Alginate lyases are organized into polysaccharide lyase (PL) families 5, 6, 7, 14, 15, 17, and 18, which show wide diversity compared with other polysaccharide lyases. Recently, the crystal structures of several alginate lyases belonging to PL family 7 have been resolved and the active site and hydrogen network clarified (Osawa et al. 2005; Yamasaki et al. 2004, 2005). Among them, the structures of PL family 7 alginate lyases, namely the G block- degrading ALY-1 of Corynebacterium sp. (Osawa et al. 2005) and A1-II′ of Sphingomonas sp. A1 (Yamasaki et al. 2005), and the M block-degrading PA1167 of Pseudomonas aeruginosa (Yamasaki et al. 2004), show the jellyroll β-sandwich fold with a large active cleft. According to their structures and sequences analyses, amino acid residues in active sites of PL family 7 enzymes are well conserved depending on their substrate specificity (see Fig. 7).

A1m is a highly alkaline enzyme compared with the other PL family 7 enzymes.
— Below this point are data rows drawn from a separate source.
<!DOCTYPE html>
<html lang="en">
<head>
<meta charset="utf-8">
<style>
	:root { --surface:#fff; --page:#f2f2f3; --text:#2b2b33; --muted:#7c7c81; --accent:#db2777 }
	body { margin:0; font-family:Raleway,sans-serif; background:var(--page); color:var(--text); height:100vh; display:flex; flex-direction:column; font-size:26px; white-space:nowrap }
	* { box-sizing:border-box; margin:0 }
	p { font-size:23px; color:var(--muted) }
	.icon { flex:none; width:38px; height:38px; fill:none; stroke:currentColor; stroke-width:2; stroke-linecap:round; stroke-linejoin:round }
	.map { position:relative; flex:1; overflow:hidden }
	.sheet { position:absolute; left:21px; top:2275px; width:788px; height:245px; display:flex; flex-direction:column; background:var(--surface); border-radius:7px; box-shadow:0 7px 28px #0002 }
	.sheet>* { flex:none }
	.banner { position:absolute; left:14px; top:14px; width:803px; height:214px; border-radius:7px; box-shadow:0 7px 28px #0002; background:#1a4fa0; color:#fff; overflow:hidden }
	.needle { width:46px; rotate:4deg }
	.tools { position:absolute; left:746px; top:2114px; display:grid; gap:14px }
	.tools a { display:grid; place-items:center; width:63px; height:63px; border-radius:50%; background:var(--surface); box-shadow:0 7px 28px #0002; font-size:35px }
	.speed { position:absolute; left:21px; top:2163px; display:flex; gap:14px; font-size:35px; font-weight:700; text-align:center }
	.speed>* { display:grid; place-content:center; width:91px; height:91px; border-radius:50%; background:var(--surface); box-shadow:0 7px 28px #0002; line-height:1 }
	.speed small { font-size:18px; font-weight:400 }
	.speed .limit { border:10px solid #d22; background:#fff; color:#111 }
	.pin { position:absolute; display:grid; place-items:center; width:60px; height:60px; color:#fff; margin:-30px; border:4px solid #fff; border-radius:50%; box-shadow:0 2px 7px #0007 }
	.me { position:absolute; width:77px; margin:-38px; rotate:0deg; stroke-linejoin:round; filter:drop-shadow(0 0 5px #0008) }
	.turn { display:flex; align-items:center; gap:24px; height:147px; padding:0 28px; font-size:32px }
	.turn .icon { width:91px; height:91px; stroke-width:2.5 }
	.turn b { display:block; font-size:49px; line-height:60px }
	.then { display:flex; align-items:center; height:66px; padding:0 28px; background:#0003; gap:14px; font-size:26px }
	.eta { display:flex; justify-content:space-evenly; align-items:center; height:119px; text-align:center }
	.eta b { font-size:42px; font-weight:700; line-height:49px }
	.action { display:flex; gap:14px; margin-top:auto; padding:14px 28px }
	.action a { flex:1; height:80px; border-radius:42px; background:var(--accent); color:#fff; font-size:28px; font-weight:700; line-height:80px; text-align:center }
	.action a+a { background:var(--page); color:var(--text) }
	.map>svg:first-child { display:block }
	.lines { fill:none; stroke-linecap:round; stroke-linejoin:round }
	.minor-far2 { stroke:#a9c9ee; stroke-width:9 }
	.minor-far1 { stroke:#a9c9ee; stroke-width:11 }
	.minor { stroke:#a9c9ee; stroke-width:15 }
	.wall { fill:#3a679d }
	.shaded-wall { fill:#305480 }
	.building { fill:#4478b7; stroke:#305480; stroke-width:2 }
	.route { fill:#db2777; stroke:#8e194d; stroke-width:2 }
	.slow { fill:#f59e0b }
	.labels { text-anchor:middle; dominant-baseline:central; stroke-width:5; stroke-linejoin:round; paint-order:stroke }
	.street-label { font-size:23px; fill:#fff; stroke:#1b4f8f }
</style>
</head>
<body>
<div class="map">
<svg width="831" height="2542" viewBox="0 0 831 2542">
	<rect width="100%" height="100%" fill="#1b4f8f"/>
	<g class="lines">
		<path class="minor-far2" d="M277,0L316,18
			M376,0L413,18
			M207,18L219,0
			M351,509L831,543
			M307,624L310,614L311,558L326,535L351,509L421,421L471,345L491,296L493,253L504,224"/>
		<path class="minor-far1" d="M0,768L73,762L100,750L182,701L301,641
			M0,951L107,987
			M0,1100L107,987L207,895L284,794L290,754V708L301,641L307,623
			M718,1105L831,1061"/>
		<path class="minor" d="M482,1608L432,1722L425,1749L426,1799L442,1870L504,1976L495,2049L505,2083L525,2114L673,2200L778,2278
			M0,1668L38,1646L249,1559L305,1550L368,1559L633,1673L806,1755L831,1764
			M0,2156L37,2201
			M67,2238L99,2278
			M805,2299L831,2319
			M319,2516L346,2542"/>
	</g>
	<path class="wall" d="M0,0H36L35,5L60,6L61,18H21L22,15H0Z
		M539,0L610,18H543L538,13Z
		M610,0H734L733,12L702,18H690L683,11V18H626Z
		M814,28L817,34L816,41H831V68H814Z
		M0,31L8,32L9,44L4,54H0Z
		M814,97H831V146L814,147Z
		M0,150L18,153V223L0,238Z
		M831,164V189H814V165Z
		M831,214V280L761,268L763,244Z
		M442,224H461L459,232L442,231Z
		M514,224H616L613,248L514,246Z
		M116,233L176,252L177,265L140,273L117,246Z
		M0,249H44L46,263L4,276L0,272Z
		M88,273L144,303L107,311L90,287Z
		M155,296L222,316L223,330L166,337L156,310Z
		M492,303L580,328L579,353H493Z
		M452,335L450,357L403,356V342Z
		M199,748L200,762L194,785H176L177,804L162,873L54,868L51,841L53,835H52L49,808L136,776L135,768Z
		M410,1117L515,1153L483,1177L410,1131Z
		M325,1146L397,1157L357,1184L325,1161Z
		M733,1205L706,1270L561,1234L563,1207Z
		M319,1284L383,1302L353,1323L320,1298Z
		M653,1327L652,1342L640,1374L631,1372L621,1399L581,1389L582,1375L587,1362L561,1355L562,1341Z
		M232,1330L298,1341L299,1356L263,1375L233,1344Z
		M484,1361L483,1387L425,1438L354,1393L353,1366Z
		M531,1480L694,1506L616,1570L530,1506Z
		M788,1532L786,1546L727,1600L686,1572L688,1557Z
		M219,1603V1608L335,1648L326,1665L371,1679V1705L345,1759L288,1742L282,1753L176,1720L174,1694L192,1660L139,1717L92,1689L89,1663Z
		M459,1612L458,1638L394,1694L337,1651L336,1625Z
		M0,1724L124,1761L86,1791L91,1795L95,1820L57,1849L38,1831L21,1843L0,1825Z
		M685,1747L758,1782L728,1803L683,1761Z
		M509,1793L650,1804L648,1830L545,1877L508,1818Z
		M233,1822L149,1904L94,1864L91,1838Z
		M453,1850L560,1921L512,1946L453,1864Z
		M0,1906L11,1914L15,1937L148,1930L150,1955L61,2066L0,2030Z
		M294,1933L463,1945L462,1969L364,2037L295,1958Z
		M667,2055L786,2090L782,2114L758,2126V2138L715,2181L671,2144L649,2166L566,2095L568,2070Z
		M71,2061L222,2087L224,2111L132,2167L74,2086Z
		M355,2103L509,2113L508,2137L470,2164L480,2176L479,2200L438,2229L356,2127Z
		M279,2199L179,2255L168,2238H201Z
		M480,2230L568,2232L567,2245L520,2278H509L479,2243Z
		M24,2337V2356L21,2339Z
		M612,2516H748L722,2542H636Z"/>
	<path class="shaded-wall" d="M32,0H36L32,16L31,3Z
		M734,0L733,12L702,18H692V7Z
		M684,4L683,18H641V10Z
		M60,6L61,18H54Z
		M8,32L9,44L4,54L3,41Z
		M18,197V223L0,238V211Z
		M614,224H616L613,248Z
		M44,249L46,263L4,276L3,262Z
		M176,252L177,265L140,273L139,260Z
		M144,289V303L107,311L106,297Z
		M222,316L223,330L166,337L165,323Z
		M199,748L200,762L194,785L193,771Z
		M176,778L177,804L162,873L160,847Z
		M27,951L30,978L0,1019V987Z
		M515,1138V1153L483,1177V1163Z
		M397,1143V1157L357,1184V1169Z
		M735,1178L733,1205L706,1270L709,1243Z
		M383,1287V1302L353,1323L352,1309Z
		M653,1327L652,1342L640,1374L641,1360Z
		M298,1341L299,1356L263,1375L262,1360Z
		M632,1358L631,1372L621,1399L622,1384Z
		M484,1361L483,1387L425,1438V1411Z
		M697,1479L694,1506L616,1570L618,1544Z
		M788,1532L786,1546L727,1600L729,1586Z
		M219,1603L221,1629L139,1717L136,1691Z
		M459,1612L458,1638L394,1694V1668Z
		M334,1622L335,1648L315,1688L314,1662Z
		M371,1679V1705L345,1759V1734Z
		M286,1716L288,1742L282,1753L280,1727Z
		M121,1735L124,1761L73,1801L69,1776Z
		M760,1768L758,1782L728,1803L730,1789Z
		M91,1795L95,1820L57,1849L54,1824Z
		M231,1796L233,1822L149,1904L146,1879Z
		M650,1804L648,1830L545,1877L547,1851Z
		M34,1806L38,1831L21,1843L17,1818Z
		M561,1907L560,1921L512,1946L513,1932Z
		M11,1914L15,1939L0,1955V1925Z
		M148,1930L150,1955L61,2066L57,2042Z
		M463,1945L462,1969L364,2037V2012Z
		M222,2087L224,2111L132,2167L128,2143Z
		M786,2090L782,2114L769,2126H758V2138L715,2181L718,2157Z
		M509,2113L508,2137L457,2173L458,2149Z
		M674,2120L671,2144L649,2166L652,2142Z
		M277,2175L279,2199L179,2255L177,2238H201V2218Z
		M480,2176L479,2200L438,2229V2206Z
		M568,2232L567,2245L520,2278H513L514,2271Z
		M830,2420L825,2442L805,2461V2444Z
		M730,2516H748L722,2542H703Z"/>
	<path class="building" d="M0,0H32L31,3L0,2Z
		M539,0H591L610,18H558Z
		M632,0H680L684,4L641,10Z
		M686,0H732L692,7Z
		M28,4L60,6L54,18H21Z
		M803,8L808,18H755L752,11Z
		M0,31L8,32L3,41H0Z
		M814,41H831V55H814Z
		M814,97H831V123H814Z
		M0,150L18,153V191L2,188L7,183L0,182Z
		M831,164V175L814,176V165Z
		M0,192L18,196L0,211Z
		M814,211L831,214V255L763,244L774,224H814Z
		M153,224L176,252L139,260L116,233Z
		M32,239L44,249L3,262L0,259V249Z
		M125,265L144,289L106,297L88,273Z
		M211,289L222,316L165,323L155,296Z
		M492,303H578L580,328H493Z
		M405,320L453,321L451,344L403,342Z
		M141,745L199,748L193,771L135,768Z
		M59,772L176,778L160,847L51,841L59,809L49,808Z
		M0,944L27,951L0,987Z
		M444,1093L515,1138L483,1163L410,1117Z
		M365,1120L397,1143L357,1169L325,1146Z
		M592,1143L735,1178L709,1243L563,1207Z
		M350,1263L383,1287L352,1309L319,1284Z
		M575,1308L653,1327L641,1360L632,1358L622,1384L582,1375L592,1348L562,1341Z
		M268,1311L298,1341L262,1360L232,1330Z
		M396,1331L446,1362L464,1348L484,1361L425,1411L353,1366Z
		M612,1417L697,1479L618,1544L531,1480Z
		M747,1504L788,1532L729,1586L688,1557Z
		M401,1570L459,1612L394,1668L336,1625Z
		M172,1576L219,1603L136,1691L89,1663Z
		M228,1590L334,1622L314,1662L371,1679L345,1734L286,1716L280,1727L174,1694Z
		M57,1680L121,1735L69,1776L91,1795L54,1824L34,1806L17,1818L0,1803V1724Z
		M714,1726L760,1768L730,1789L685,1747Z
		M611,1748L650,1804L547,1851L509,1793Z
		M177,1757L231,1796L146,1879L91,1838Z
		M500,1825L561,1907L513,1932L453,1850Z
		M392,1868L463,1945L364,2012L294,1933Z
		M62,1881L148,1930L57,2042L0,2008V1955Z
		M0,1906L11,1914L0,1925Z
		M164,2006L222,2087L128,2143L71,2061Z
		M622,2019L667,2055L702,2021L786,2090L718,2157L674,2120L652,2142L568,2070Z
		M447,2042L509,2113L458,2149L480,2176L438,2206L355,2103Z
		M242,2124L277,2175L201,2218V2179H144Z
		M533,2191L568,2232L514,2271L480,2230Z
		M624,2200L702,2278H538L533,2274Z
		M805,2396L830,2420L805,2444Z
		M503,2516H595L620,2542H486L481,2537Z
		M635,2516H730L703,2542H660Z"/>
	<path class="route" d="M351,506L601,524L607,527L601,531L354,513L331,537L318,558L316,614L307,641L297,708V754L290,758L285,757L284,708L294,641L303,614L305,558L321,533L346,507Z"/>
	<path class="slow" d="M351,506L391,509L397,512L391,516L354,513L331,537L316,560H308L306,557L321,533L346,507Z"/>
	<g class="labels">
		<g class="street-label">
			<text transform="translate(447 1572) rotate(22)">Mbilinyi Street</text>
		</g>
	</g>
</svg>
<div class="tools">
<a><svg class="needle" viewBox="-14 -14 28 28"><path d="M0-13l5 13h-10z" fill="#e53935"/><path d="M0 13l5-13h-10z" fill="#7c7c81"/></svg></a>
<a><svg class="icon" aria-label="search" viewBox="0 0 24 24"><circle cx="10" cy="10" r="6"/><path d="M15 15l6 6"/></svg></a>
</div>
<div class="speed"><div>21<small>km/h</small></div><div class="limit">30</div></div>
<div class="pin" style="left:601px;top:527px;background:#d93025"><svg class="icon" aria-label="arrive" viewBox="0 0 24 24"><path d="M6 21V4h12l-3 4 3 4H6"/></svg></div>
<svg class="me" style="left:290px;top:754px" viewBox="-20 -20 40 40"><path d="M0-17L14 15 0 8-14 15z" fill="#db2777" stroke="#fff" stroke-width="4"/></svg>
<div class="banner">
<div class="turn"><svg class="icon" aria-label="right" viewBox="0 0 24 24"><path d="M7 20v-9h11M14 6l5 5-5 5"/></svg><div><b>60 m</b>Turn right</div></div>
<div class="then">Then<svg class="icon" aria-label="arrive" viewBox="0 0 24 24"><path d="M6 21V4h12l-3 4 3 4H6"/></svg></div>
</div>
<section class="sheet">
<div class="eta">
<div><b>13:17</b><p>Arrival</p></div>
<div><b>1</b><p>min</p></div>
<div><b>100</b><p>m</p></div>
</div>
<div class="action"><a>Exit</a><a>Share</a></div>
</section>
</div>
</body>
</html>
We are interested in alkaline adaptation of proteins. We have proposed three alkaline adaptation-strategies of enzymes. The first strategy aims at shifting the pKa of the catalytic site residues toward alkaline pH. The second one aims at acquiring the higher ratio of surface-exposed Asp + Glu to Lys + Arg for the alkaline enzymes. The last one aims at decreasing Lys and Asp residues and at increasing Arg, His, and Glu residues in the alkaline-adaptation process (Shirai et al. 2008). The Asp + Glu/Lys + Arg (40/33) of A1m is larger than that (33/34) of AlyA of K. aerogenes which shows the highest similarity to A1m but is a neutrophilic enzyme (Wong et al. 2000). Although the crystal structures of A1m and AlyA are not resolved, this result is in accordance with the second strategy of alkaline adaptation. A determination of the crystal structure of A1m will be helpful to further clarify the alkaline adaptation mechanism.